▶ WHAT THE EXERCISE ASKS: Examine each line of the listing below. Copy those in which the string "align" appears.

▶ RECORDS SUPPLIED:

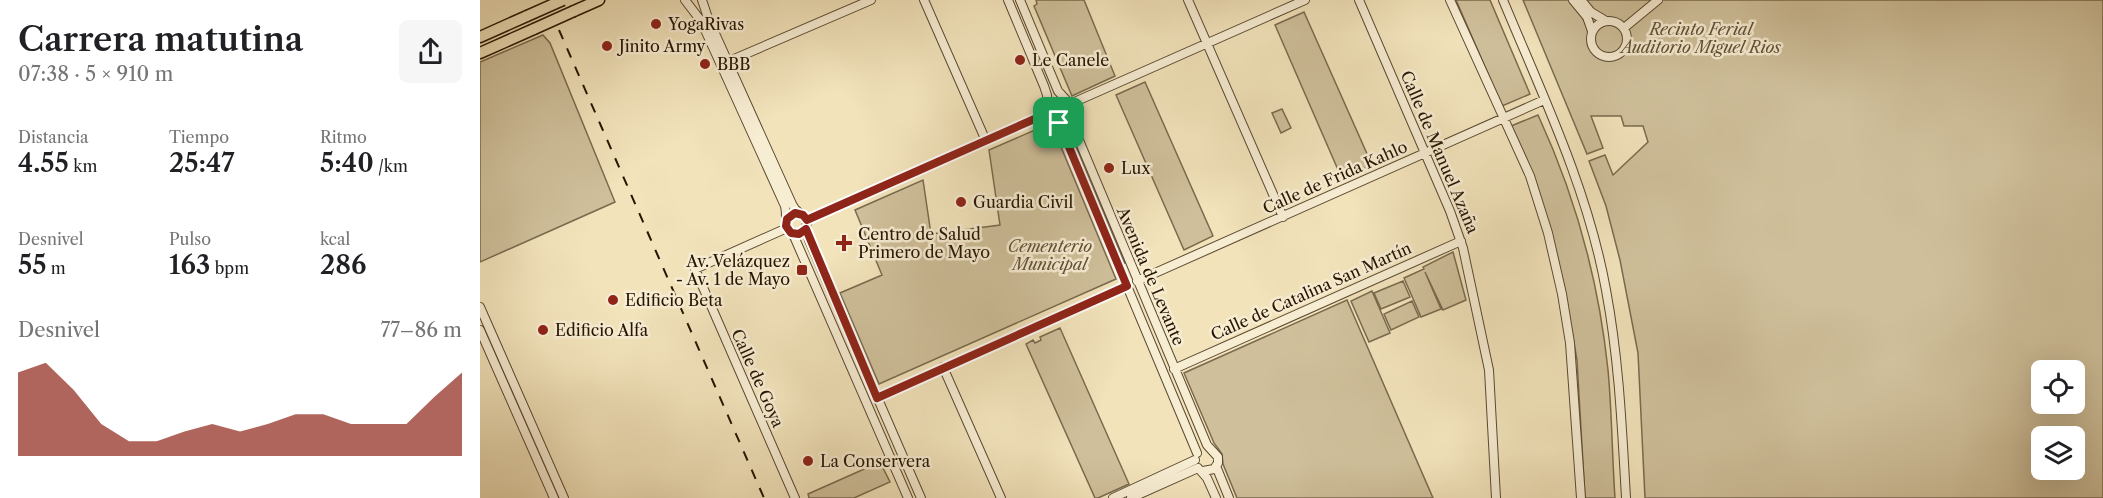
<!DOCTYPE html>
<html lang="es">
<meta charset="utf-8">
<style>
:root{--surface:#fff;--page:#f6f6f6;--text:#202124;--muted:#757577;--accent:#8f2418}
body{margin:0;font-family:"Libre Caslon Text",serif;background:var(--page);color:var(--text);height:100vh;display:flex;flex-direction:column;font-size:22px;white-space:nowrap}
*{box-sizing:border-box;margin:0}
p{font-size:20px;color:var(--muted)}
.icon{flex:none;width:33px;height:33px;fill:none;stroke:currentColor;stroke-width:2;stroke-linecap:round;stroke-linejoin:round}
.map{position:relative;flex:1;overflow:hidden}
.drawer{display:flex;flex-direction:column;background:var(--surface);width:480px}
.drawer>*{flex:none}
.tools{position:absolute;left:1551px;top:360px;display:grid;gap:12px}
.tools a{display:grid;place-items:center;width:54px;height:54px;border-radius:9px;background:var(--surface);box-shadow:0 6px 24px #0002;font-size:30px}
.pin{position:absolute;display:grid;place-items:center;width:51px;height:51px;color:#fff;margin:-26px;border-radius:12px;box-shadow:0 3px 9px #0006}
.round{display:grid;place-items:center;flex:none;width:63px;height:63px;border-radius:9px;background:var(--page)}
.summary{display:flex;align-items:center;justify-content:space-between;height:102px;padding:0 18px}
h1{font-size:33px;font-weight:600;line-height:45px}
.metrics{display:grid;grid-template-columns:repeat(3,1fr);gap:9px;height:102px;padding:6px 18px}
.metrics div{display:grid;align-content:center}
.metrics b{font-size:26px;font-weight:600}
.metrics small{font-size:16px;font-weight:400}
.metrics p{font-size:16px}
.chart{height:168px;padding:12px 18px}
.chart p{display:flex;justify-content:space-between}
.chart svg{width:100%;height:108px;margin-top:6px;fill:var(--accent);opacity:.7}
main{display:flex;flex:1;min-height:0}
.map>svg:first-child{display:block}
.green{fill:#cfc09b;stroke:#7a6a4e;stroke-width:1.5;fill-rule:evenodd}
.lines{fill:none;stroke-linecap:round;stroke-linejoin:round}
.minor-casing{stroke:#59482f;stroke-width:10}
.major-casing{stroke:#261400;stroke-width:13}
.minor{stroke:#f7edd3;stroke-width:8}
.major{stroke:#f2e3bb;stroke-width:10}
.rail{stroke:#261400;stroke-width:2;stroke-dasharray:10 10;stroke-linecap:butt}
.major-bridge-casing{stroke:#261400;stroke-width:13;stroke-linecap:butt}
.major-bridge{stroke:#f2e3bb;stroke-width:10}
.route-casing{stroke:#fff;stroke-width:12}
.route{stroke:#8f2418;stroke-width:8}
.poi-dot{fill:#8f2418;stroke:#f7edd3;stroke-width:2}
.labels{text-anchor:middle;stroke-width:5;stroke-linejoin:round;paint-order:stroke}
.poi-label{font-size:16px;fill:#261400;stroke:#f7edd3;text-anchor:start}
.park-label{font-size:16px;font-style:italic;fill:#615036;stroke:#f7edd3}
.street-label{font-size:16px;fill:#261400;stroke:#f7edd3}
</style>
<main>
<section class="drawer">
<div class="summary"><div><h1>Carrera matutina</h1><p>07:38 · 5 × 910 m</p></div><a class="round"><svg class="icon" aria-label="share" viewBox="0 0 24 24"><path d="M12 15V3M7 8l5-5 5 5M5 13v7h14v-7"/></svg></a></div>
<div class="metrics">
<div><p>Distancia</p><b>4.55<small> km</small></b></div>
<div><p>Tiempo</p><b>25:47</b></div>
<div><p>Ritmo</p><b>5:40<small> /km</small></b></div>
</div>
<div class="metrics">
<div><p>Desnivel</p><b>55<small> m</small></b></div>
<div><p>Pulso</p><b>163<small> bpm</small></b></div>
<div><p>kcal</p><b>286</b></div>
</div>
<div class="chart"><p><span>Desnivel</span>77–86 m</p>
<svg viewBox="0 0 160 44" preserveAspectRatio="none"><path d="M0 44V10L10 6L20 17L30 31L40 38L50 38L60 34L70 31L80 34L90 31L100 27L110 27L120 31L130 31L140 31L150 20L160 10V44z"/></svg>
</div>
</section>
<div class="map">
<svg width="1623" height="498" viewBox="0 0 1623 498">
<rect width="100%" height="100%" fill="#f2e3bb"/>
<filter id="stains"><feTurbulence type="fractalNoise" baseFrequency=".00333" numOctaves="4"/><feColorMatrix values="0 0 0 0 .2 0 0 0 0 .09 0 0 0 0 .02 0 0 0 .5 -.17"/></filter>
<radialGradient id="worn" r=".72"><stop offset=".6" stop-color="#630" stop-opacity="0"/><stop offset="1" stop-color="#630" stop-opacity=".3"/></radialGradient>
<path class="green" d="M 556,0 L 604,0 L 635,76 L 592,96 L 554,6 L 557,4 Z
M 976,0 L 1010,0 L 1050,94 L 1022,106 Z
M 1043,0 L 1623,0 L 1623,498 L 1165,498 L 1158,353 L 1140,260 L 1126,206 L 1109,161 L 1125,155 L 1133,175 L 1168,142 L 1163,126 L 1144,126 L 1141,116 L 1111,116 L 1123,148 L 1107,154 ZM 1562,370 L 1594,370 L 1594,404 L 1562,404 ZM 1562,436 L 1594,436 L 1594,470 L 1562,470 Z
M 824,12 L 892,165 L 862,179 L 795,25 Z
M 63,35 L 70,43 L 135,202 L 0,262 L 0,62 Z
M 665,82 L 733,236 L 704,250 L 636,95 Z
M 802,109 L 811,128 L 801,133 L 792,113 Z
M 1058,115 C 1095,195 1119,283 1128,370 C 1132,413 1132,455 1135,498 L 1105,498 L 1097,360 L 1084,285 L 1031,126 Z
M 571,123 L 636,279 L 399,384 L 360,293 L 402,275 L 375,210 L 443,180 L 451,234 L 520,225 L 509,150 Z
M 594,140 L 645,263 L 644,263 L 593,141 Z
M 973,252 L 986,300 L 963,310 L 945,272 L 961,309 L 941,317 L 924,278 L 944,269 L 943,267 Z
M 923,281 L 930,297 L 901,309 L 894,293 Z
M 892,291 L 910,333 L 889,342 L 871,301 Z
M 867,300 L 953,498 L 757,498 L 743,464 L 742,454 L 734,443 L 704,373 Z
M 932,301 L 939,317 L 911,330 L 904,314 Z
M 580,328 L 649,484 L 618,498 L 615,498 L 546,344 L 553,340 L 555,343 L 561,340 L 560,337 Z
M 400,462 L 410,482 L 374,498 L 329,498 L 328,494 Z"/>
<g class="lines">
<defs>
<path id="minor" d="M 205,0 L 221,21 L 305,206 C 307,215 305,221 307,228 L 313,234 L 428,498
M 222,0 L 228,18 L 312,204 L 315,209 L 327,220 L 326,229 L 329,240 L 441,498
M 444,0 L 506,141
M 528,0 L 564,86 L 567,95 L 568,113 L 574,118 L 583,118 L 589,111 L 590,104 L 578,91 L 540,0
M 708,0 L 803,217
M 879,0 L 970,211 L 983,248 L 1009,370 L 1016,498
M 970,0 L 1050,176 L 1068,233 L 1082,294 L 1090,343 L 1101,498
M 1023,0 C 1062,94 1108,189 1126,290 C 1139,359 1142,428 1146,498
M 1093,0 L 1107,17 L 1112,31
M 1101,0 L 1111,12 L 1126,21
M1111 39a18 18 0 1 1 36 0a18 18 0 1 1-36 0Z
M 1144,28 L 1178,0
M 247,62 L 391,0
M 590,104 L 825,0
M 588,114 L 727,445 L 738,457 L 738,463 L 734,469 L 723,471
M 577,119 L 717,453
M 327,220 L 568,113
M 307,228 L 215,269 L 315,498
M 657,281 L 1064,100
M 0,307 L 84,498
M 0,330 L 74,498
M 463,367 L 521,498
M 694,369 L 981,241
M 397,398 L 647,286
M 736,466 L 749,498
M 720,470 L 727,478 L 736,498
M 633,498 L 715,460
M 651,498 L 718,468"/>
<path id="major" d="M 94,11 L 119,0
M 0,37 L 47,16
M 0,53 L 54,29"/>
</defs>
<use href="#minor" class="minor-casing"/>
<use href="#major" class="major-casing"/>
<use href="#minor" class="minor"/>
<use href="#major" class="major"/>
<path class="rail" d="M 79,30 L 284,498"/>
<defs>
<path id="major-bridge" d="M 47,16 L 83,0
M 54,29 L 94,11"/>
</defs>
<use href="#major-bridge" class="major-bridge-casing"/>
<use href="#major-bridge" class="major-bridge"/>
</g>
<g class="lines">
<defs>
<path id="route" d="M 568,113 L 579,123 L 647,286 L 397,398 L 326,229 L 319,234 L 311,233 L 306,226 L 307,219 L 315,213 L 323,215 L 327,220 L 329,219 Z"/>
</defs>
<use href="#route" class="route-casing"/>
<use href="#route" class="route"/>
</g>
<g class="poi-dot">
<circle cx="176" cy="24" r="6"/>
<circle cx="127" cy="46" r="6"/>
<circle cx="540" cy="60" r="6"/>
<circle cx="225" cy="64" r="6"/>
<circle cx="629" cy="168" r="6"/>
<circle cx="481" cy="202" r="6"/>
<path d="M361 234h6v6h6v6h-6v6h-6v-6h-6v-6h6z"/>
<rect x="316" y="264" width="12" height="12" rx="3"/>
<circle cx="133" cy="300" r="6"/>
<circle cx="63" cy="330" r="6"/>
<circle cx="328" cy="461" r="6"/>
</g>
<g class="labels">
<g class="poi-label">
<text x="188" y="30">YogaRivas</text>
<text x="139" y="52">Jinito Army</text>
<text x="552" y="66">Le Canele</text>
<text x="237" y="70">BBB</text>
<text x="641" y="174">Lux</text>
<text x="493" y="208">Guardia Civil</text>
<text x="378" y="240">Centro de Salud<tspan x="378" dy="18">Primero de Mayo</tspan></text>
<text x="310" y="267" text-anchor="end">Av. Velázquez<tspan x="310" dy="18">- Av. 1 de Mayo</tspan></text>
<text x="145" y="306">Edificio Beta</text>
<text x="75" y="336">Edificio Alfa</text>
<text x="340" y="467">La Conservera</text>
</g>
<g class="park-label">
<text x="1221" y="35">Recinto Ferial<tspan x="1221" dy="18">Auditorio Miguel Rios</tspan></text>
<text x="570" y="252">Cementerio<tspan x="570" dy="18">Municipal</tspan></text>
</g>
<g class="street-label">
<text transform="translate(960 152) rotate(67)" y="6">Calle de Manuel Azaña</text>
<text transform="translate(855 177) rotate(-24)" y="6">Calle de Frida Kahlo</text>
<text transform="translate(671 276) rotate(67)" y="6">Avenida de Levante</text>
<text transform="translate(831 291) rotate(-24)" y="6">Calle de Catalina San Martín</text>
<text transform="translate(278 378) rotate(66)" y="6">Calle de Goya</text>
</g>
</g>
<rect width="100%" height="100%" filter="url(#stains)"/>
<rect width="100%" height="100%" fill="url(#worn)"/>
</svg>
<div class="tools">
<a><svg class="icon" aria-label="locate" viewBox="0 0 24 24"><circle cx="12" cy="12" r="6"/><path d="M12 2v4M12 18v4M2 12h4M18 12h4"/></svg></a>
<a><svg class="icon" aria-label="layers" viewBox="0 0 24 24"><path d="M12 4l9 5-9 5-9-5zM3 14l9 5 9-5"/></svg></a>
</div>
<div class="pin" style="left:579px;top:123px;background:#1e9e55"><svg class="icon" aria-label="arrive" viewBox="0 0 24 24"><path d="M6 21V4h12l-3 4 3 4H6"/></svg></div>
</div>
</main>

▶ WORKED SOLUTION:
.summary{display:flex;align-items:center;justify-content:space-between;height:102px;padding:0 18px}
.metrics div{display:grid;align-content:center}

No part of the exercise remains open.